Statcast Primer: What Do I Need To Know?
Hi. My name is Jim. I write about launch angles, exit velocities, expected on-base averages, barrels and all manner of things that try to answer the question “why?” Why do baseball stats like batting average, WHIP, home runs, earned run average, isolated slugging percentage and on-base percentage become what they become for various major league players? While often times I’ll focus on hitters because their sample sizes are larger and easier to work with, I also do what I can to apply my knowledge to pitchers as well. A large amount of this knowledge comes from what we can mine out of Statcast™. So that poses the following questions: what is Statcast data specifically and why should you care?
Statcast is an information-gathering system introduced by MLB Advanced Media that tracks a whole ton of information on everything that happens in a ball game. For every pitched ball and subsequently every ball put in play, a large amount of data is recorded about those events. That being said, there are a few basic building blocks when constructing a profile of a hitter or pitcher using data collected by Statcast. To get a feel for what I’m talking about, let’s peek behind the data curtain quickly.

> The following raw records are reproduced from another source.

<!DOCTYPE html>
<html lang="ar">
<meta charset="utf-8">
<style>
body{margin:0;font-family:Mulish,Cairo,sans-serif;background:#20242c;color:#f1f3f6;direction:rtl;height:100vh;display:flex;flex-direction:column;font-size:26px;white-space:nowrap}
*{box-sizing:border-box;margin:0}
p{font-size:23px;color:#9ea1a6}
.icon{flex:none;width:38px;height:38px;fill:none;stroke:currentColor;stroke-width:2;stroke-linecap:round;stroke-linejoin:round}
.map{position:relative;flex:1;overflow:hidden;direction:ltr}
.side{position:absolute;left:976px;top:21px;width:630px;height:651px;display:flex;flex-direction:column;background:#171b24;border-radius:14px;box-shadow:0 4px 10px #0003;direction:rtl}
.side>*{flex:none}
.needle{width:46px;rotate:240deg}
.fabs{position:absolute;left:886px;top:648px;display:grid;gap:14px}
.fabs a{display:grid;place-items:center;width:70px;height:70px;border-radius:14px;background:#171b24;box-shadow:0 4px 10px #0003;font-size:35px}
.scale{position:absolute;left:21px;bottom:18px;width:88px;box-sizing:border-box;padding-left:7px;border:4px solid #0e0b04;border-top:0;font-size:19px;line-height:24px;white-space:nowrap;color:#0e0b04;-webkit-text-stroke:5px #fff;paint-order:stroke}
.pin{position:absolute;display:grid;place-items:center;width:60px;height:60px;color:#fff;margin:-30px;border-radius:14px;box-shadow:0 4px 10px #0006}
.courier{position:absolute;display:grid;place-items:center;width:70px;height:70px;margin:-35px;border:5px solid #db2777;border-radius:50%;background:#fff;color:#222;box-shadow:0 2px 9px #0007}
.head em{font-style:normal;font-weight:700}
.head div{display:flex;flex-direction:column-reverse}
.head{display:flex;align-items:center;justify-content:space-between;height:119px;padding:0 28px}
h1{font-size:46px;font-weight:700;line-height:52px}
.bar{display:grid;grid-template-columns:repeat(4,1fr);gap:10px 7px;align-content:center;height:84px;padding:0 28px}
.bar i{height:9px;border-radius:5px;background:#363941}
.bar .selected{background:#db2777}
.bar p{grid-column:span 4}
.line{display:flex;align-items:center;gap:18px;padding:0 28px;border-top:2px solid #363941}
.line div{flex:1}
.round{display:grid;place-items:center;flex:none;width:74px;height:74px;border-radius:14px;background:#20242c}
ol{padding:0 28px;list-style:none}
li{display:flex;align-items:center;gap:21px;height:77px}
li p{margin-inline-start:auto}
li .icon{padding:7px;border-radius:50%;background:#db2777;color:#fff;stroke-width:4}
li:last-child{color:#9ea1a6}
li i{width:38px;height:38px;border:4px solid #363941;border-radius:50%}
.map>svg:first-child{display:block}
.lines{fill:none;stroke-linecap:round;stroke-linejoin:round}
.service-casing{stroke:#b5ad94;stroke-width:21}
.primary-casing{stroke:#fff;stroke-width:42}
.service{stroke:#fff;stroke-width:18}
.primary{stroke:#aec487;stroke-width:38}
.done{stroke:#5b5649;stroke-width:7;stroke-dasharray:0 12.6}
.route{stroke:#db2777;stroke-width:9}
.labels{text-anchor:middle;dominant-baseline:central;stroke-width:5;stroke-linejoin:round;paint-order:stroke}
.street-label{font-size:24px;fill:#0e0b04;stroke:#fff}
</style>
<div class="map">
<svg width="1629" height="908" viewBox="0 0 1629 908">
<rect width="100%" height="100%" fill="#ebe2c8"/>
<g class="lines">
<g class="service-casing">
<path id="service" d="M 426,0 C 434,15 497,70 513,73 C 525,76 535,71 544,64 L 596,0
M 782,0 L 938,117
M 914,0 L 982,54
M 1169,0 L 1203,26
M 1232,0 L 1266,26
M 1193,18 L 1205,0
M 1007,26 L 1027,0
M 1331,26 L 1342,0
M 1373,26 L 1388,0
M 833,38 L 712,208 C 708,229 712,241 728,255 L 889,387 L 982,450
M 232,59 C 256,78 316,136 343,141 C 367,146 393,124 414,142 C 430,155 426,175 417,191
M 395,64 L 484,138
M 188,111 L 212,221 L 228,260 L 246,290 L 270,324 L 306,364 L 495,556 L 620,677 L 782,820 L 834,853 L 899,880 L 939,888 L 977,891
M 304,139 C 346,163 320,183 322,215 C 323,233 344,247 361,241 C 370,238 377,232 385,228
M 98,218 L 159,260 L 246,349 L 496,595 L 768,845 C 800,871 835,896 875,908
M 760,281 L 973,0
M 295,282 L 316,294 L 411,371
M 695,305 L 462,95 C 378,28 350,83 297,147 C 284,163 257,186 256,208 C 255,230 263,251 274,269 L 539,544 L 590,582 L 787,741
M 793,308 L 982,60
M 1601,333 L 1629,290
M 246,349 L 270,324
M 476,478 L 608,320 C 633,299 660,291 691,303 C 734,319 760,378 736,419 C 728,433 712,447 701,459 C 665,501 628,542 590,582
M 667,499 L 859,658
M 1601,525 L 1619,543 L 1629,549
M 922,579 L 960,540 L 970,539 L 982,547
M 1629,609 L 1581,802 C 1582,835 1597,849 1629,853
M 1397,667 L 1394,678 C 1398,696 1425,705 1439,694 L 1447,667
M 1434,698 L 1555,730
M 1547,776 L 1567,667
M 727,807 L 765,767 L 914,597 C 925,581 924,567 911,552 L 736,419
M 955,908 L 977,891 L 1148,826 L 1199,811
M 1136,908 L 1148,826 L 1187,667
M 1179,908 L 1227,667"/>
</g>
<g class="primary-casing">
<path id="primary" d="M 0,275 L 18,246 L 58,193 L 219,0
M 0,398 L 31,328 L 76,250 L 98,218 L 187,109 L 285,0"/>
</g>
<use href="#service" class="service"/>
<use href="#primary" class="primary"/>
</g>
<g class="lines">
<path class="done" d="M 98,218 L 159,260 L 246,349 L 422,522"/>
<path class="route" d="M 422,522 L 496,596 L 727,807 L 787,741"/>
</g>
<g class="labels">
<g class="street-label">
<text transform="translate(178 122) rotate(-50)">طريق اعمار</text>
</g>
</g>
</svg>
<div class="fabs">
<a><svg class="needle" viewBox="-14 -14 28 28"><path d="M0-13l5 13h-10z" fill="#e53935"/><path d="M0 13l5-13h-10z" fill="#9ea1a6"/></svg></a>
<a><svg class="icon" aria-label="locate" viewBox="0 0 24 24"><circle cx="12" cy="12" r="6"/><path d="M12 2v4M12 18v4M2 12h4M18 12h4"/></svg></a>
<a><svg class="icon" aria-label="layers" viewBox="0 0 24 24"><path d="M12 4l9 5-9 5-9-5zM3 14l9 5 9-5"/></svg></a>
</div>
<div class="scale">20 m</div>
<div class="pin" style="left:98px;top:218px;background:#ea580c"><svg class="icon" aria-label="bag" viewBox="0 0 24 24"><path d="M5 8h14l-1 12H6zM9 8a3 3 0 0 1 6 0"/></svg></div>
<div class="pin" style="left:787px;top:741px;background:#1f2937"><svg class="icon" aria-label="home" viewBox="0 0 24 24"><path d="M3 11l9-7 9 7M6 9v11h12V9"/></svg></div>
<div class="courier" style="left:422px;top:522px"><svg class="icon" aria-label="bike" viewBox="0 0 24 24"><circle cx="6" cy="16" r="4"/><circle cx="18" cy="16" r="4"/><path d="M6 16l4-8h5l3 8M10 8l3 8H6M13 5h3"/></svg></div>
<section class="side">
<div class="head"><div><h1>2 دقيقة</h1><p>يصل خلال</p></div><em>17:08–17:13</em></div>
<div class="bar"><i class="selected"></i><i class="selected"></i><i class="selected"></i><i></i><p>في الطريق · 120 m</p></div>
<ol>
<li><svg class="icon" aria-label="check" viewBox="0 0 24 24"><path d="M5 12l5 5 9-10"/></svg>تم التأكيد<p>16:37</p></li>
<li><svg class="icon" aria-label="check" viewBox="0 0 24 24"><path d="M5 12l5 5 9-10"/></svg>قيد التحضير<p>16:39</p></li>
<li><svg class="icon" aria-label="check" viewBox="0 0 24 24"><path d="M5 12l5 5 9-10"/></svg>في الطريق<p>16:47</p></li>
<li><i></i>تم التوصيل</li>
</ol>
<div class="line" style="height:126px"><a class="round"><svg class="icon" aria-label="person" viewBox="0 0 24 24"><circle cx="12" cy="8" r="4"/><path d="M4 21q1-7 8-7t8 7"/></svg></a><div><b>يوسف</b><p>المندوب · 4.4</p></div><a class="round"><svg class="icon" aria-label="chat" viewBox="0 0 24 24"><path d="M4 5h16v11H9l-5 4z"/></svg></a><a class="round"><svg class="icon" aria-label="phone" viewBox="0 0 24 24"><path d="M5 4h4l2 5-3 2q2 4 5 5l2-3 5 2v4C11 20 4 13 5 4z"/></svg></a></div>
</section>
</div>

“Hey nerd, do you even watch baseball?”
Yes, a whole bunch! But watching baseball alone doesn’t allow me to form hot takes like: “Xander Bogaerts has not changed!” For that, I need this data. Each pitch and subsequent event/outcome has more data than you’ll need to know about, so we’ll stick to some high-level data points you can use to gain a deeper understanding of the players’ stats you collect on your fantasy baseball teams.
For pitchers, I’m interested in the following data points (and I’ll give examples):
- pitch_type – FF, SI, SL, CU, CH, KC, FC, etc.
- pitch_name – 4-seam Fastball, Sinker, Slider, Change-up, Knuckle-Curveball, Cutter, etc.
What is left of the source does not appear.